見果てぬ夢

思想・学問

 現在、天皇皇后両陛下の傘寿を寿ぎ、奈良国立博物館で正倉院展を開催中だそうですね。
 先般NHKでその特集番組を放送していました。

 はるか古代に、建築にしろ、絵画にしろ、また、楽器や衣装にしろ、非常に優れた文物を作り出し、それが今も鮮やかに保存されているとは、誠に喜ばしく、また驚くべきことです。

 人が人たる所以のものは、実際の用にたたずとも、美しい物を作らずにおられないことにあるのかもしれません。

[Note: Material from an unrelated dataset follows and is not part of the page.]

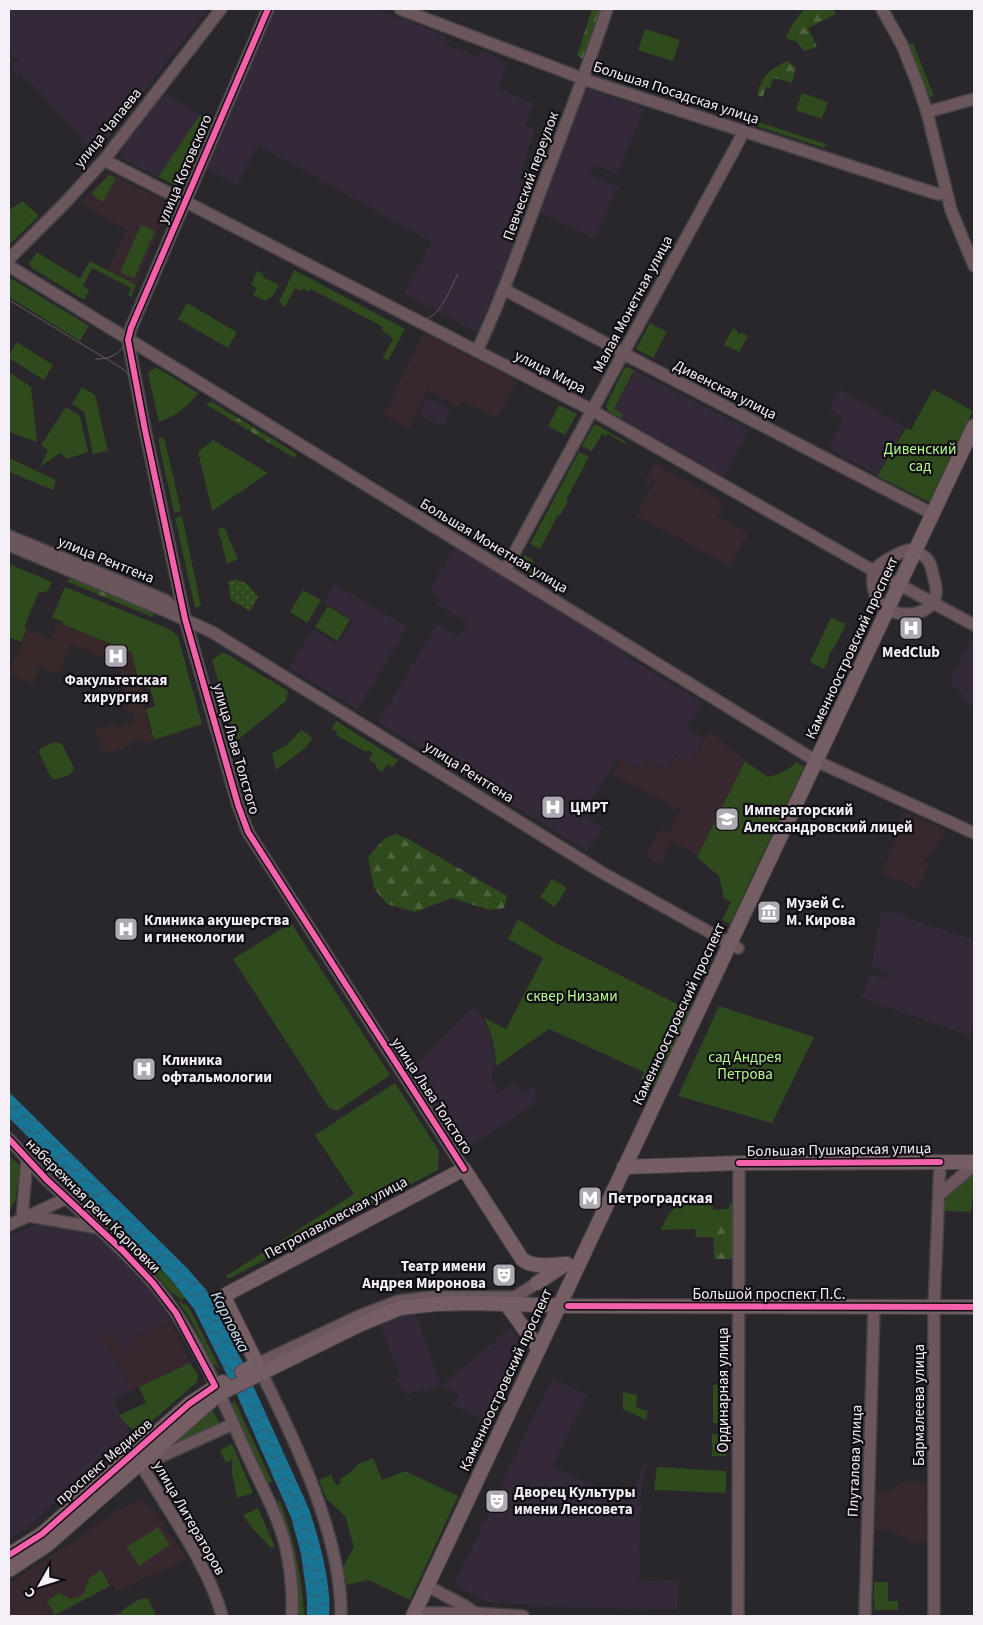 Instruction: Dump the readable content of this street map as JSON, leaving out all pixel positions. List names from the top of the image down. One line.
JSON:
{"streets":{"main road":["Каменноостровский проспект","улица Льва Толстого","Большая Пушкарская улица","Петропавловская улица","Большой проспект П.С.","проспект Медиков"],"street":["Большая Посадская улица","улица Чапаева","улица Котовского","Певческий переулок","Малая Монетная улица","улица Мира","Дивенская улица","Большая Монетная улица","улица Рентгена","набережная реки Карповки","Ординарная улица","Бармалеева улица","Плуталова улица","улица Литераторов"]},"crossings":[["Большая Посадская улица","Певческий переулок"],["Большая Посадская улица","Малая Монетная улица"],["улица Чапаева","улица Мира"],["улица Котовского","улица Мира"],["улица Котовского","Большая Монетная улица"],["улица Котовского","улица Льва Толстого"],["Певческий переулок","улица Мира"],["Певческий переулок","Дивенская улица"],["Малая Монетная улица","улица Мира"],["Малая Монетная улица","Дивенская улица"],["Малая Монетная улица","Большая Монетная улица"],["улица Мира","Каменноостровский проспект"],["Дивенская улица","Каменноостровский проспект"],["Большая Монетная улица","Каменноостровский проспект"],["Большая Монетная улица","улица Льва Толстого"],["улица Рентгена","Каменноостровский проспект"],["улица Рентгена","улица Льва Толстого"],["Каменноостровский проспект","Большая Пушкарская улица"],["Каменноостровский проспект","Большой проспект П.С."],["улица Льва Толстого","Петропавловская улица"],["Большая Пушкарская улица","Ординарная улица"],["Большая Пушкарская улица","Бармалеева улица"],["набережная реки Карповки","Большой проспект П.С."],["набережная реки Карповки","проспект Медиков"],["Петропавловская улица","Большой проспект П.С."],["Большой проспект П.С.","Ординарная улица"],["Большой проспект П.С.","Бармалеева улица"],["Большой проспект П.С.","Плуталова улица"],["Большой проспект П.С.","проспект Медиков"],["проспект Медиков","улица Литераторов"]],"water":["Карповка"],"parks":["Дивенский сад","сквер Низами","сад Андрея Петрова"],"places":{"hospital":["MedClub","Факультетская хирургия","ЦМРТ","Клиника акушерства и гинекологии","Клиника офтальмологии"],"school or university":["Императорский Александровский лицей"],"museum":["Музей С. М. Кирова"],"metro station":["Петроградская"],"theatre":["Театр имени Андрея Миронова","Дворец Культуры имени Ленсовета"]},"north":"bottom left"}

 そうかと思えば、人は有史以来人間という同じ種同士で殺し合いを続けており、それは今も無くなっていません。
 それならば人の人たる所以のものは、殺し合いにあると言えるかもしれません。

 この相反する人間の性向が、同じ人間のなかに同時に存在することが、人間の不思議であり、人間たる所以なのでしょうか。

 物事には二面性があるようです。
 善と悪、戦争と平和、○○教の正義と××教の正義など。

 これらは物事の裏表で、どちらかが失われればもう片方の存在も危うくなります。

 悪が無くなれば善も消滅し、戦争がなくなれば平和の達成も不可能になりましょう。

 因果な世の中です。

 私たちは言葉では恒久平和を求め、善が普く世を覆うことを求めながら、相も変わらず悪事を働き、殺し合いを続けています。

 悲しいかな、これが世界の現実です。
 これを根本的に変革させることは、人が人であるかぎり不可能であるかのごとくです。

 私はただ、おのれ一人の平安を求めるしか、出来ることはありません。
 おのれ一人救えずに、他人を救おうなんておこがましいことは出来ません。

 自由民主主義のわが国にあっても、世の本質は混沌とした闘争状態であるようです。

 聖徳太子が和を以て貴しと為すと十七条憲法に記してから、いったいどれだけの時がながれ、日月の積み重ねの間、どれだけこの条文が踏みにじられてきたのでしょう。

 見果てぬ夢を見た聖徳太子には深く同情せざるをえません。

 冷酷な私はそんな無駄な夢を見ることなく、私一人を救う道を求めたいと思っています。